TASK ITEM:
Output each record below exactly, and include all of them.

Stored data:

******

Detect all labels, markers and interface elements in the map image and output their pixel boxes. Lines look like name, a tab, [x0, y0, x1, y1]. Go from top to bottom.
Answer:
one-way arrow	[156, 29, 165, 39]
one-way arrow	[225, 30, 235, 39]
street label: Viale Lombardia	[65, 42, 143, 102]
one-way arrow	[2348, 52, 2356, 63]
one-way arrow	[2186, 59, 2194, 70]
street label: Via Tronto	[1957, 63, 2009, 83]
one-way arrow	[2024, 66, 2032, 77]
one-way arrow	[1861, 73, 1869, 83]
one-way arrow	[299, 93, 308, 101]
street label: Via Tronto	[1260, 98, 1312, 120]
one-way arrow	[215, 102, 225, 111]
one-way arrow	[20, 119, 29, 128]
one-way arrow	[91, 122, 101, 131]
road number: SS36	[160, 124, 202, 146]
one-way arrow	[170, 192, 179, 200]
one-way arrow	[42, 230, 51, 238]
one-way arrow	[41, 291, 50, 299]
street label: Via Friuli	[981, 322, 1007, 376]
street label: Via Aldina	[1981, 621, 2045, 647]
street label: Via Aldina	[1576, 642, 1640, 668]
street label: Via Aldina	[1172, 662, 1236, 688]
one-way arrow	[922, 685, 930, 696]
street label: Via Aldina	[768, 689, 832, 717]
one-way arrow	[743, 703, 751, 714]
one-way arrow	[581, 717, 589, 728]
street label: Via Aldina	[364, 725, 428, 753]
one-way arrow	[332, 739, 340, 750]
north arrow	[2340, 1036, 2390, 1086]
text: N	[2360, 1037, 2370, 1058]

******

ANSWER TO THE EXERCISE:
Detect all labels, markers and interface elements in the map image and output their pixel boxes. Lines look like name, a tab, [x0, y0, x1, y1]. Go from top to bottom.
Answer:
one-way arrow	[156, 29, 165, 39]
one-way arrow	[225, 30, 235, 39]
street label: Viale Lombardia	[65, 42, 143, 102]
one-way arrow	[2348, 52, 2356, 63]
one-way arrow	[2186, 59, 2194, 70]
street label: Via Tronto	[1957, 63, 2009, 83]
one-way arrow	[2024, 66, 2032, 77]
one-way arrow	[1861, 73, 1869, 83]
one-way arrow	[299, 93, 308, 101]
street label: Via Tronto	[1260, 98, 1312, 120]
one-way arrow	[215, 102, 225, 111]
one-way arrow	[20, 119, 29, 128]
one-way arrow	[91, 122, 101, 131]
road number: SS36	[160, 124, 202, 146]
one-way arrow	[170, 192, 179, 200]
one-way arrow	[42, 230, 51, 238]
one-way arrow	[41, 291, 50, 299]
street label: Via Friuli	[981, 322, 1007, 376]
street label: Via Aldina	[1981, 621, 2045, 647]
street label: Via Aldina	[1576, 642, 1640, 668]
street label: Via Aldina	[1172, 662, 1236, 688]
one-way arrow	[922, 685, 930, 696]
street label: Via Aldina	[768, 689, 832, 717]
one-way arrow	[743, 703, 751, 714]
one-way arrow	[581, 717, 589, 728]
street label: Via Aldina	[364, 725, 428, 753]
one-way arrow	[332, 739, 340, 750]
north arrow	[2340, 1036, 2390, 1086]
text: N	[2360, 1037, 2370, 1058]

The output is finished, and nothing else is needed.